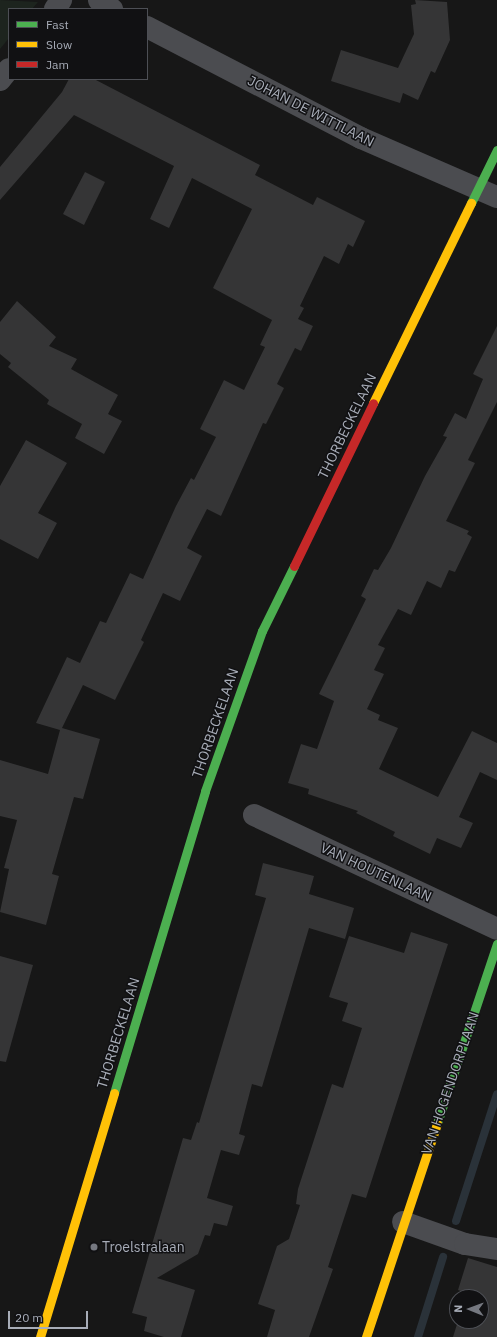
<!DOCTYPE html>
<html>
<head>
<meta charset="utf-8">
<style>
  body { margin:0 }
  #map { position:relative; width:497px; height:1337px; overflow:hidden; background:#171717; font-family:"IBM Plex Sans",sans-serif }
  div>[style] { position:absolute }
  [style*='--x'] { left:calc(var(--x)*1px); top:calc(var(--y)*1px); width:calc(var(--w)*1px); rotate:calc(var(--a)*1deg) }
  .green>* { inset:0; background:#1d241e }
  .stream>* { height:8px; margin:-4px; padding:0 4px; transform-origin:4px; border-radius:4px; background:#2a3239 }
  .building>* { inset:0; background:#353536 }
  .street>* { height:22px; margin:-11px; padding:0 11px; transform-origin:11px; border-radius:11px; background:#4b4c50 }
  .fast>* { height:9px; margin:-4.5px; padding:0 4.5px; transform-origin:4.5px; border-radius:4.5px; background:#4caf50 }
  .slow>* { height:9px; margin:-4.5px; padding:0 4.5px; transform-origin:4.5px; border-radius:4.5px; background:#ffc107 }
  .jam>* { height:9px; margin:-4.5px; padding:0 4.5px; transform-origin:4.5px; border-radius:4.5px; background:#c62828 }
  .dots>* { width:11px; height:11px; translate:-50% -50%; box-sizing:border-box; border:2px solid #111113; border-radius:50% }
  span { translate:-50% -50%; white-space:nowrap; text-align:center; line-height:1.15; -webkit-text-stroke:3px #111113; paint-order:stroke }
  .street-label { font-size:14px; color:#a8adb8 }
  .poi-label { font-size:14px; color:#a8adb8 }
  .left { translate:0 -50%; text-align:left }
  .legend { position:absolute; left:8px; top:8px; width:140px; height:72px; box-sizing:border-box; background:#111113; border:1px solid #4d4f55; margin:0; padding:5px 7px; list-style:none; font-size:12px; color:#a8adb8 }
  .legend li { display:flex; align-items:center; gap:8px; height:20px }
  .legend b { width:20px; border:1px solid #4d4f55 }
  .north { position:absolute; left:449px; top:1289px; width:40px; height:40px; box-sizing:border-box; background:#111113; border:1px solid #4d4f55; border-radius:50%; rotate:271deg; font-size:11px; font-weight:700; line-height:16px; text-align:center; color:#a8adb8 }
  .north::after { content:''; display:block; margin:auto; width:14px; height:18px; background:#757880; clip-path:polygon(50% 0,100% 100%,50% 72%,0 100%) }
  .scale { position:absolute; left:8px; top:1311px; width:80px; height:18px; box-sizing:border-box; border:2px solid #a8adb8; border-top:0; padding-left:5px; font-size:12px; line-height:14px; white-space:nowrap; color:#a8adb8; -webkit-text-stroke:3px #111113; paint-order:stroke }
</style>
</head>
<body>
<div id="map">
  <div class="green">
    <i style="clip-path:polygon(0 0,38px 2px,32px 9px,9px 9px,9px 38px,0 49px)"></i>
  </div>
  <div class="stream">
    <i style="--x:456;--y:1221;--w:133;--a:-72.1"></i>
    <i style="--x:418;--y:1337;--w:84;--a:-72.6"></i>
  </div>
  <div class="building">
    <i style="clip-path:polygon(415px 0,447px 2px,450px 40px,435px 73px,431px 71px,418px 100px,403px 93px,400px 103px,331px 81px,341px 50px,398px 68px,414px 34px,411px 5px,416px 4px)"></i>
    <i style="clip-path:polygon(69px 79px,94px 79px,260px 165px,255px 175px,313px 205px,317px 197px,365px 221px,353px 247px,348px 244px,339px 264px,324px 256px,300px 306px,304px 308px,298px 319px,313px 326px,301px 351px,295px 348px,277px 384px,284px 388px,266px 424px,263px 423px,221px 516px,207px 509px,187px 548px,202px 556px,180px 601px,163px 593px,141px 640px,144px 642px,115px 700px,83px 685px,62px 728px,100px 739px,83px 799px,74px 797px,52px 874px,59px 876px,46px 925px,0 912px,9px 869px,4px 868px,17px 820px,0 816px,0 760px,48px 774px,60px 730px,36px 723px,67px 657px,80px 663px,100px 621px,106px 623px,130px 573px,143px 579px,176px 506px,191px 478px,194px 480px,216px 437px,200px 429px,224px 380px,244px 390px,265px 347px,260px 345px,272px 320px,213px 288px,252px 209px,192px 178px,169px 228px,150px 219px,174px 166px,74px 115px,0 200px,0 167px,62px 92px)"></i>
    <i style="clip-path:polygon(85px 172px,105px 182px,84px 225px,63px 214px)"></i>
    <i style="clip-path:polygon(17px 301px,56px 337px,49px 346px,77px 359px,71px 369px,118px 395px,108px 414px,122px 421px,104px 454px,75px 438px,82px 424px,47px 404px,49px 400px,8px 367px,11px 363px,0 354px,0 322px)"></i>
    <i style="clip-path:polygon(497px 326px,497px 402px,468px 460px,475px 463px,446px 521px,469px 531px,467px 534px,472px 537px,455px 572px,449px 570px,441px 588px,427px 581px,411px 615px,398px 609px,378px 645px,385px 648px,374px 670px,384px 674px,367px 709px,380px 715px,378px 720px,398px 728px,379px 769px,438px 797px,472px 731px,497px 743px,497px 780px,480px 772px,459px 817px,473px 823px,461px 848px,437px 838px,430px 854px,393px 836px,395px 832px,356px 813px,358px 811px,308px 794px,309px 789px,288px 783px,301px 744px,317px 749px,334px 701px,319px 694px,366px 599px,361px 596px,374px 569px,378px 570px,391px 548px,425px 476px,447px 437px,443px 436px,455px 413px,466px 419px,483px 379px,473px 374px)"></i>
    <i style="clip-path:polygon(26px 440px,67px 463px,38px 513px,57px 523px,38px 559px,0 539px,0 486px)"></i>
    <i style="clip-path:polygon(263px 863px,314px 876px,309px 894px,354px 908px,345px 939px,309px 928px,262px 1087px,252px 1084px,239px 1134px,245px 1136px,239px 1155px,221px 1150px,207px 1198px,233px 1206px,227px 1226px,214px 1223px,210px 1236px,205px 1235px,198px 1254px,157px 1278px,195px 1290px,181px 1337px,164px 1337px,144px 1331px,147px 1317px,132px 1313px,183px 1138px,191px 1140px,197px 1122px,199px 1123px,266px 898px,255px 895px)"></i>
    <i style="clip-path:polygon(411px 932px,448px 944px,366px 1198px,352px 1194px,328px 1267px,333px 1269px,309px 1337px,267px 1337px,275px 1310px,258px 1304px,265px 1283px,277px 1246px,289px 1239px,300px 1205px,296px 1204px,298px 1189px,332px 1084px,343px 1088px,362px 1028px,342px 1021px,348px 1003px,329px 997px,349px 936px,404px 953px)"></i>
    <i style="clip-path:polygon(0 956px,33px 965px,6px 1062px,0 1061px)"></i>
    <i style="clip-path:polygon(468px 1258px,497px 1267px,497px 1337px,453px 1337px,458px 1321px,481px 1321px,481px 1297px,467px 1297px,468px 1294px,458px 1290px)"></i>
  </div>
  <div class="street">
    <i style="--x:99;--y:0;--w:16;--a:35"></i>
    <i style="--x:55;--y:9;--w:11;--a:-56"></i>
    <i style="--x:147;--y:27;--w:241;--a:27.4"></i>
    <i style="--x:361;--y:138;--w:148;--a:23.5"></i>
    <i style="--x:0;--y:80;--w:14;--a:-51"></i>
    <i style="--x:254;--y:815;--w:268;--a:25.1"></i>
    <i style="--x:403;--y:1222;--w:66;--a:19.5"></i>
    <i style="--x:465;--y:1244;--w:32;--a:9"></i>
  </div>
  <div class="fast">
    <i style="--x:471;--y:203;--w:59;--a:-63.9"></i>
    <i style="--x:114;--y:1093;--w:315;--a:-73.2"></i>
    <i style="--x:205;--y:791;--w:170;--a:-70.4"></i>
    <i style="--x:262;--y:631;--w:72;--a:-63.8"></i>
    <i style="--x:437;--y:1123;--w:189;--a:-71.5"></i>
  </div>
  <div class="slow">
    <i style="--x:373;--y:403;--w:223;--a:-63.9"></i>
    <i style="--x:40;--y:1337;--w:255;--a:-73.1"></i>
    <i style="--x:366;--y:1337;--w:225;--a:-71.6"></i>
  </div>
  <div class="jam">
    <i style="--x:294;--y:566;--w:181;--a:-64.1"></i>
  </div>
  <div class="dots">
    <i style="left:94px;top:1247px;background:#757880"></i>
  </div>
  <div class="street-label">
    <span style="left:311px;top:111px;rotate:27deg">JOHAN DE WITTLAAN</span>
    <span style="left:347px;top:426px;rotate:-64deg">THORBECKELAAN</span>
    <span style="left:215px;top:723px;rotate:-71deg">THORBECKELAAN</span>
    <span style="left:376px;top:872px;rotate:25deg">VAN HOUTENLAAN</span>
    <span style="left:118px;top:1033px;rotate:-73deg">THORBECKELAAN</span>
    <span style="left:450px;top:1083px;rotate:-71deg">VAN HOGENDORPLAAN</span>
  </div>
  <div class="poi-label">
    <span class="left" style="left:102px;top:1247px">Troelstralaan</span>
  </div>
  <ul class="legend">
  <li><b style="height:5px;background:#4caf50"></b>Fast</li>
  <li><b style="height:5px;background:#ffc107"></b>Slow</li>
  <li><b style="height:5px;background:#c62828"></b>Jam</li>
  </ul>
  <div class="north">N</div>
  <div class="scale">20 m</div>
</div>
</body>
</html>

☆ ☆ ☆

▶ [Task to complete]: Copy nothing past the line containing "height:8px; margin:-4px; padding:0": reproduce every line from the start of the records up to it, skipping pictures.

▶ [Answer box]:
<!DOCTYPE html>
<html>
<head>
<meta charset="utf-8">
<style>
  body { margin:0 }
  #map { position:relative; width:497px; height:1337px; overflow:hidden; background:#171717; font-family:"IBM Plex Sans",sans-serif }
  div>[style] { position:absolute }
  [style*='--x'] { left:calc(var(--x)*1px); top:calc(var(--y)*1px); width:calc(var(--w)*1px); rotate:calc(var(--a)*1deg) }
  .green>* { inset:0; background:#1d241e }
  .stream>* { height:8px; margin:-4px; padding:0 4px; transform-origin:4px; border-radius:4px; background:#2a3239 }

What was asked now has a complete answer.